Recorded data
■ ■ ■ ■ ■ ■ ■
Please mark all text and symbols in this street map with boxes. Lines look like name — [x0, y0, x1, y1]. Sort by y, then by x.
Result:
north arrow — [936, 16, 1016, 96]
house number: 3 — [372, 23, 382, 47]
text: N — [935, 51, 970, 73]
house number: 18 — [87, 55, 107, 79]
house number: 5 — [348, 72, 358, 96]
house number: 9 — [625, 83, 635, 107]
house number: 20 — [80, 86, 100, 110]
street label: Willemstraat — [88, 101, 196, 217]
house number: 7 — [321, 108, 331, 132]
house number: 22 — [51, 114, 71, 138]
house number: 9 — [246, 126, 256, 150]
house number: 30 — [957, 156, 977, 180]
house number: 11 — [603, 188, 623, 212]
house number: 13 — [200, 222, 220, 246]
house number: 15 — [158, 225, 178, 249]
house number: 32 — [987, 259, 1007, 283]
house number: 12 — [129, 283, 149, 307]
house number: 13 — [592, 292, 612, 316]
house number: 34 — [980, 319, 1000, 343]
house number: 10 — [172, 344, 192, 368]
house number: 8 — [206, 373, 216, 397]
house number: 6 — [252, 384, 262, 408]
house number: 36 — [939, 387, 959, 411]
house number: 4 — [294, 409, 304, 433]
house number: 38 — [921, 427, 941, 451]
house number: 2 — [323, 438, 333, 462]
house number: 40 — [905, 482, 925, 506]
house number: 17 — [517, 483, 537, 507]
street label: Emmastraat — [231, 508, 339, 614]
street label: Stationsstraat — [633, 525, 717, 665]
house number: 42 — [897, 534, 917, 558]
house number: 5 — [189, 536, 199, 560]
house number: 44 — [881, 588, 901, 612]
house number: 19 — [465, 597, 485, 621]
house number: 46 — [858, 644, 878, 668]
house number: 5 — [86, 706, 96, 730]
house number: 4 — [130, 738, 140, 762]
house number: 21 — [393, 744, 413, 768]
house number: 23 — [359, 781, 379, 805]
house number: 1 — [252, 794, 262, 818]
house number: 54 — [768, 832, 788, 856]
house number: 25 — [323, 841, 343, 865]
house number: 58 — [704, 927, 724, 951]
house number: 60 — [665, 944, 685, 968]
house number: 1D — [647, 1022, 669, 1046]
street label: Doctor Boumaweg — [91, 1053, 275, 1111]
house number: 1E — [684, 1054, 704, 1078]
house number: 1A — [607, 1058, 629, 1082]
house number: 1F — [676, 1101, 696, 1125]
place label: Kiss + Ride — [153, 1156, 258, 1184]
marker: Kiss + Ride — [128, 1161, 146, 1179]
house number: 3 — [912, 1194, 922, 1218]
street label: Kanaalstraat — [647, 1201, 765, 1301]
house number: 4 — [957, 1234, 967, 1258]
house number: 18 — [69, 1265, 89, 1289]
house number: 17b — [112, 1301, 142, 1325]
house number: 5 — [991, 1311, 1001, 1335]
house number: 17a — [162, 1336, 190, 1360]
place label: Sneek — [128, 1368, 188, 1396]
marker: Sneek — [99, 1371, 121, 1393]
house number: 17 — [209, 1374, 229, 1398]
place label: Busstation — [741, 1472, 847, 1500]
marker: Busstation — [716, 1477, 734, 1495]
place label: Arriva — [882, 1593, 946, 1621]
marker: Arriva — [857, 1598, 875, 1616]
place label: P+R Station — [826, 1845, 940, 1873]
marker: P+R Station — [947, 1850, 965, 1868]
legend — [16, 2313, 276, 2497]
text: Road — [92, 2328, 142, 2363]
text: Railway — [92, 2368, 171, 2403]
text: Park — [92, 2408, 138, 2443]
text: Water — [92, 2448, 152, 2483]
■ ■ ■ ■ ■ ■ ■
*Work request*.
An exact transcript of all the records is the expected result.

*Result for this task*.
Please mark all text and symbols in this street map with boxes. Lines look like name — [x0, y0, x1, y1]. Sort by y, then by x.
Result:
north arrow — [936, 16, 1016, 96]
house number: 3 — [372, 23, 382, 47]
text: N — [935, 51, 970, 73]
house number: 18 — [87, 55, 107, 79]
house number: 5 — [348, 72, 358, 96]
house number: 9 — [625, 83, 635, 107]
house number: 20 — [80, 86, 100, 110]
street label: Willemstraat — [88, 101, 196, 217]
house number: 7 — [321, 108, 331, 132]
house number: 22 — [51, 114, 71, 138]
house number: 9 — [246, 126, 256, 150]
house number: 30 — [957, 156, 977, 180]
house number: 11 — [603, 188, 623, 212]
house number: 13 — [200, 222, 220, 246]
house number: 15 — [158, 225, 178, 249]
house number: 32 — [987, 259, 1007, 283]
house number: 12 — [129, 283, 149, 307]
house number: 13 — [592, 292, 612, 316]
house number: 34 — [980, 319, 1000, 343]
house number: 10 — [172, 344, 192, 368]
house number: 8 — [206, 373, 216, 397]
house number: 6 — [252, 384, 262, 408]
house number: 36 — [939, 387, 959, 411]
house number: 4 — [294, 409, 304, 433]
house number: 38 — [921, 427, 941, 451]
house number: 2 — [323, 438, 333, 462]
house number: 40 — [905, 482, 925, 506]
house number: 17 — [517, 483, 537, 507]
street label: Emmastraat — [231, 508, 339, 614]
street label: Stationsstraat — [633, 525, 717, 665]
house number: 42 — [897, 534, 917, 558]
house number: 5 — [189, 536, 199, 560]
house number: 44 — [881, 588, 901, 612]
house number: 19 — [465, 597, 485, 621]
house number: 46 — [858, 644, 878, 668]
house number: 5 — [86, 706, 96, 730]
house number: 4 — [130, 738, 140, 762]
house number: 21 — [393, 744, 413, 768]
house number: 23 — [359, 781, 379, 805]
house number: 1 — [252, 794, 262, 818]
house number: 54 — [768, 832, 788, 856]
house number: 25 — [323, 841, 343, 865]
house number: 58 — [704, 927, 724, 951]
house number: 60 — [665, 944, 685, 968]
house number: 1D — [647, 1022, 669, 1046]
street label: Doctor Boumaweg — [91, 1053, 275, 1111]
house number: 1E — [684, 1054, 704, 1078]
house number: 1A — [607, 1058, 629, 1082]
house number: 1F — [676, 1101, 696, 1125]
place label: Kiss + Ride — [153, 1156, 258, 1184]
marker: Kiss + Ride — [128, 1161, 146, 1179]
house number: 3 — [912, 1194, 922, 1218]
street label: Kanaalstraat — [647, 1201, 765, 1301]
house number: 4 — [957, 1234, 967, 1258]
house number: 18 — [69, 1265, 89, 1289]
house number: 17b — [112, 1301, 142, 1325]
house number: 5 — [991, 1311, 1001, 1335]
house number: 17a — [162, 1336, 190, 1360]
place label: Sneek — [128, 1368, 188, 1396]
marker: Sneek — [99, 1371, 121, 1393]
house number: 17 — [209, 1374, 229, 1398]
place label: Busstation — [741, 1472, 847, 1500]
marker: Busstation — [716, 1477, 734, 1495]
place label: Arriva — [882, 1593, 946, 1621]
marker: Arriva — [857, 1598, 875, 1616]
place label: P+R Station — [826, 1845, 940, 1873]
marker: P+R Station — [947, 1850, 965, 1868]
legend — [16, 2313, 276, 2497]
text: Road — [92, 2328, 142, 2363]
text: Railway — [92, 2368, 171, 2403]
text: Park — [92, 2408, 138, 2443]
text: Water — [92, 2448, 152, 2483]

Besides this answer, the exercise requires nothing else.